Mexican truck drivers rolling into Otay Mesa are getting a harsh surprise at the booth: some are being turned back on the spot as U.S. officials yank their B-1 visas over suspected illegal cabotage, the practice of hauling freight between two U.S. points. The sudden crackdown is already tightening cross-border capacity, according to brokers and carriers who work the Tijuana-to-California lanes.
U.S. Customs and Border Protection officers at Otay Mesa and other Southwestern ports of entry have been scrutinizing drivers' records and processing on-the-spot visa revocations when safety data suggests domestic hauling. That stepped-up enforcement was first flagged by industry reporting from Transport Topics. The Otay Mesa Chamber of Commerce says "hundreds" of drivers have already been denied entry and warns that agents are digging through multiple years of ELD, GPS, PSP and Federal Motor Carrier Safety Administration inspection histories to spot potential cabotage runs. Otay Mesa Chamber of Commerce
How federal data is flagging drivers
Behind the scenes, the crackdown is being powered by data. Federal officials and trade coverage say the Department of Transportation and CBP have linked safety, inspection and telematics systems so warnings from DOT roadside checks can flow straight into immigration screening at the ports.
A DOT spokesperson told Overdrive that the agencies are leveraging data sharing with CBP so cabotage violations carry immediate and real consequences for drivers at the border. Industry outlets report that the merged systems are sweeping in drivers with older warnings who may not have realized those infractions could come back to haunt their visas. Data from CANACAR cited by FreightWaves points to roughly 3,200 drivers affected across the wider border region.
Local impact and industry reaction
On the ground, the enforcement shift is squeezing some of the busiest lanes that move freight north from Tijuana into the United States. Otay Mesa is one of California's key commercial gateways, and any hit to driver availability there tends to ripple through warehouses, drayage operations and longhaul capacity.
Federal travel and freight studies from FHWA underscore the port's outsized role in regional trade flows. Local business groups and industry analysts warn that with more drivers sidelined, shippers should brace for slower crossings and higher trucking costs as carriers rework how they staff international moves. Trade coverage, including reporting by Supply Chain Beat, has traced the emerging supply-chain ripple effects along the border.

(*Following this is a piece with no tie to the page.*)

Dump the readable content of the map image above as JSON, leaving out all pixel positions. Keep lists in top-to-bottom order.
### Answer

Legal basics: What B-1 permits - and forbids
At the core of the crackdown is a fairly simple legal rule that gets complicated fast in real life. Under U.S. customs regulations, a foreign-based truck can operate inside the country only when its movements are "incidental to the immediately prior or subsequent engagement" in international traffic. Once a run turns into a purely domestic haul from one U.S. point to another, it risks violating 19 C.F.R. § 123.14.
CBP rulings and guidance from trade counsel show that the "incidental to international traffic" exception is interpreted narrowly. A driver who accepts a domestic pickup or delivery that is not clearly tied to an international leg can face immigration consequences, including visa revocation. For background and legal analysis, see recent rulings from CBP and commentary from JD Supra.

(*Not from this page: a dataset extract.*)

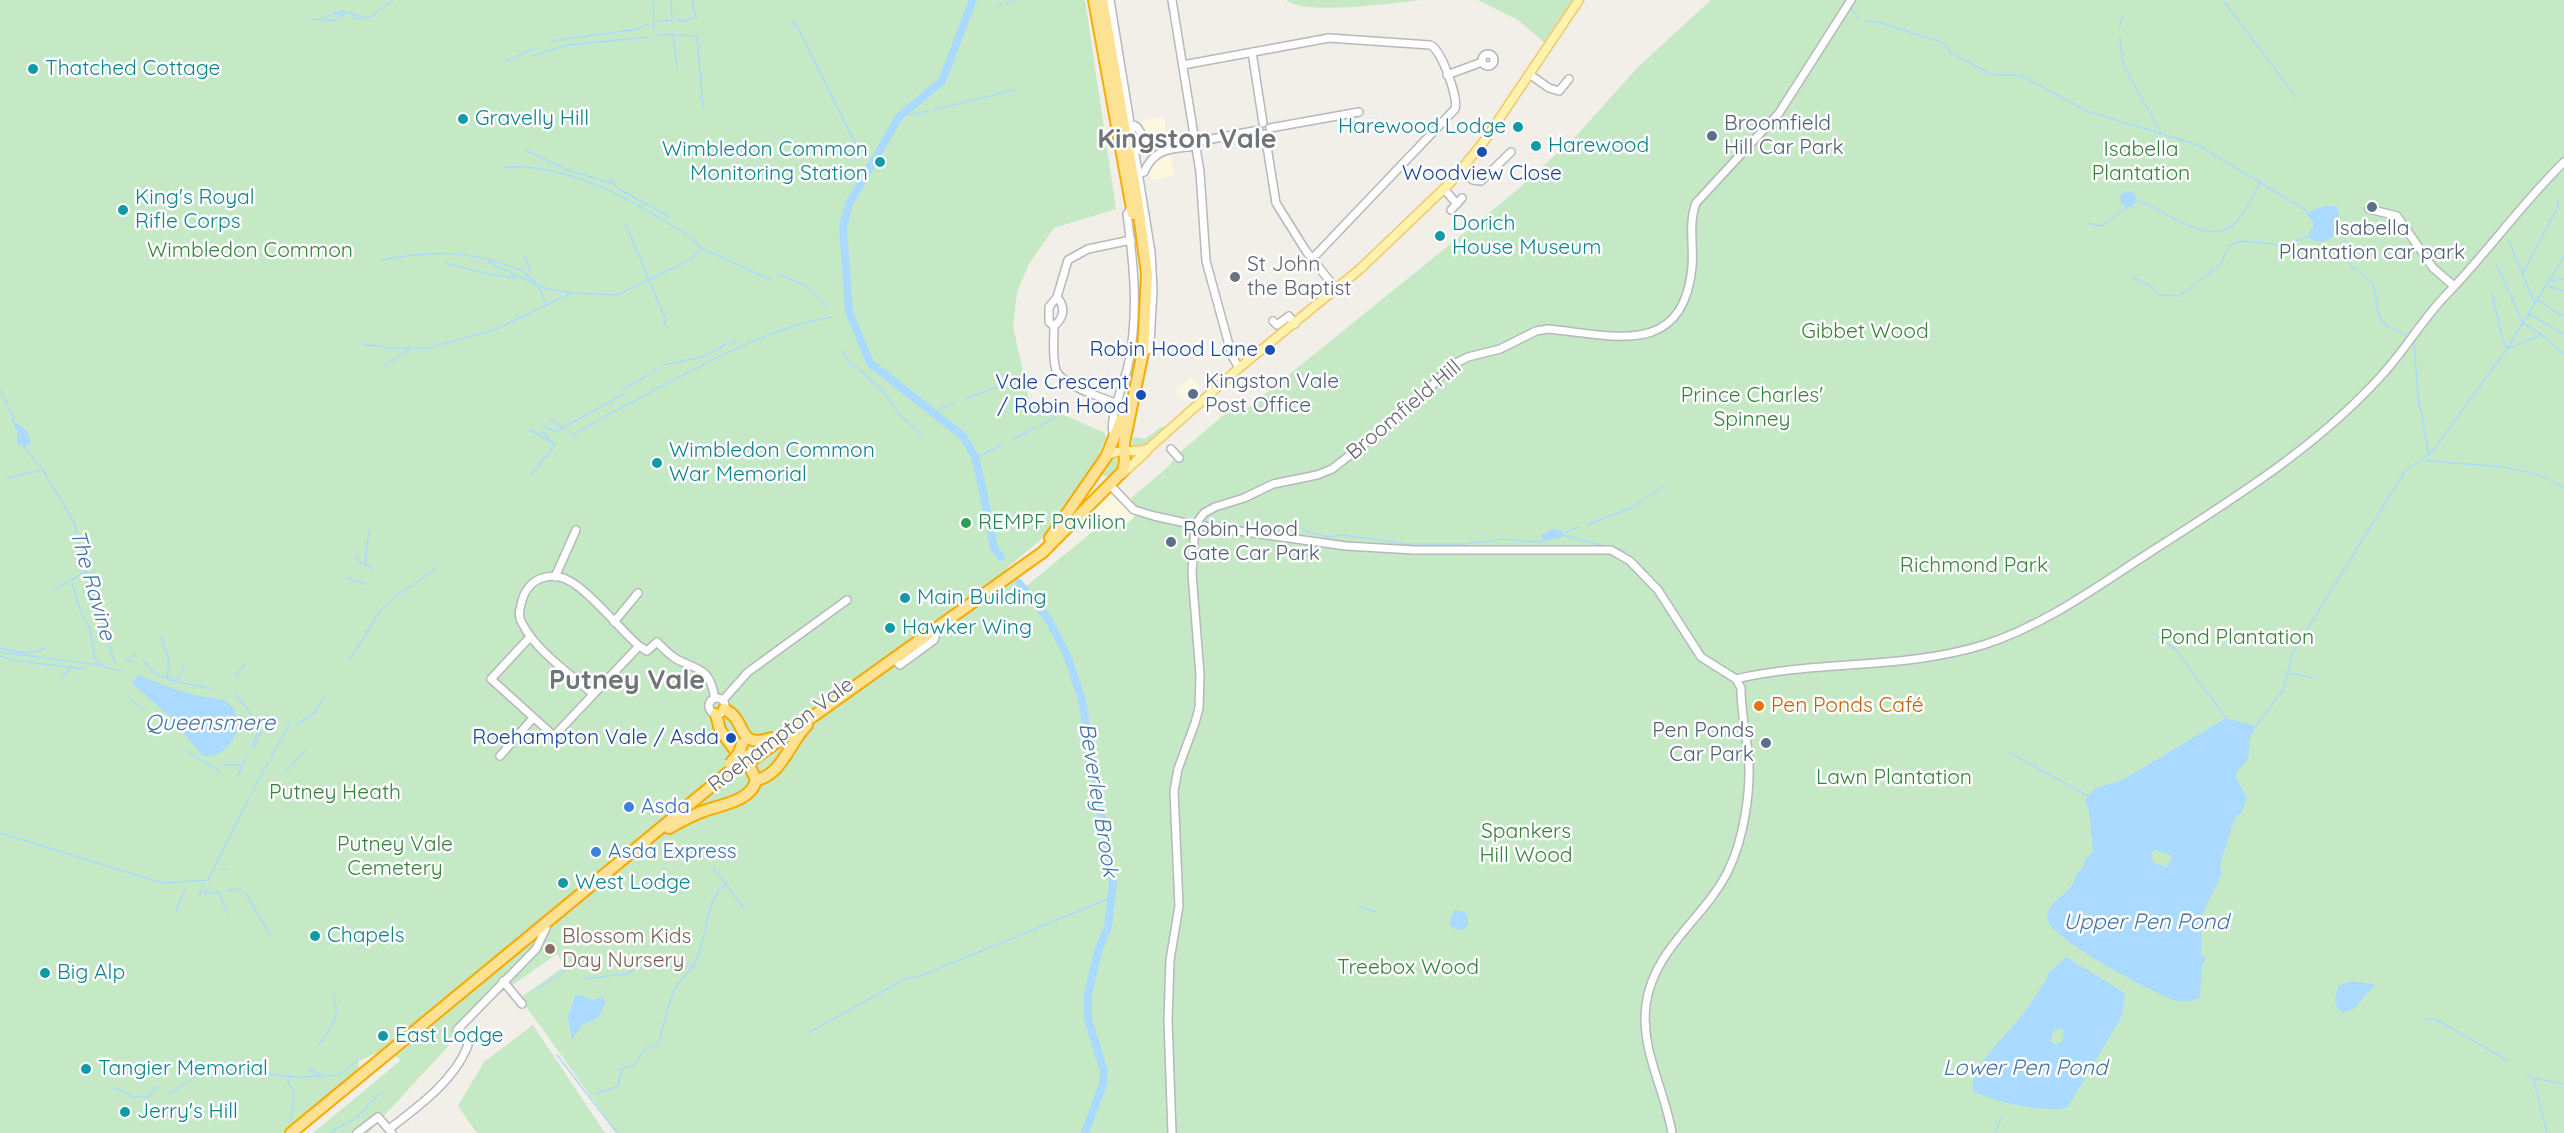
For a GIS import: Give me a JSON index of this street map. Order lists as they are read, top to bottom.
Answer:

What carriers and drivers should do
With cabotage suddenly carrying real immigration stakes, carriers and drivers are being urged to tighten up their paperwork and routing decisions. Operations managers and dispatchers are advising cross-border drivers to:
• Document the international nature of every trip in their files.
• Keep clean, consistent ELD and PSP records that match the trip story.
• Steer clear of domestic point-to-point loads while in the United States, even if a short hop looks harmless.
• Confirm visa and border-crossing card status before attempting to re-enter.
Drivers who believe a visa was wrongly revoked are being told to contact their employer and seek guidance from the appropriate consulate, while carriers are under pressure to audit trip paperwork and safety logs now that enforcement has intensified. Updated English-proficiency and roadside enforcement expectations are outlined in guidance from FMCSA, and industry summaries of how those policies play out on the road are available through outlets like Overdrive.
For now, federal agencies have not released a single, consolidated tally of how many drivers have had visas denied or revoked, leaving local chambers, Mexican carriers and trade journalists to piece it together. As reported by Transport Topics, estimates range from the Otay Mesa chamber's "few hundred" figure at that single port to CANACAR's roughly 3,200 drivers affected across the border region. The wide spread underscores both how quickly the policy is reshaping cross-border trucking and how uncertain the road ahead looks for shippers and drivers caught in the middle.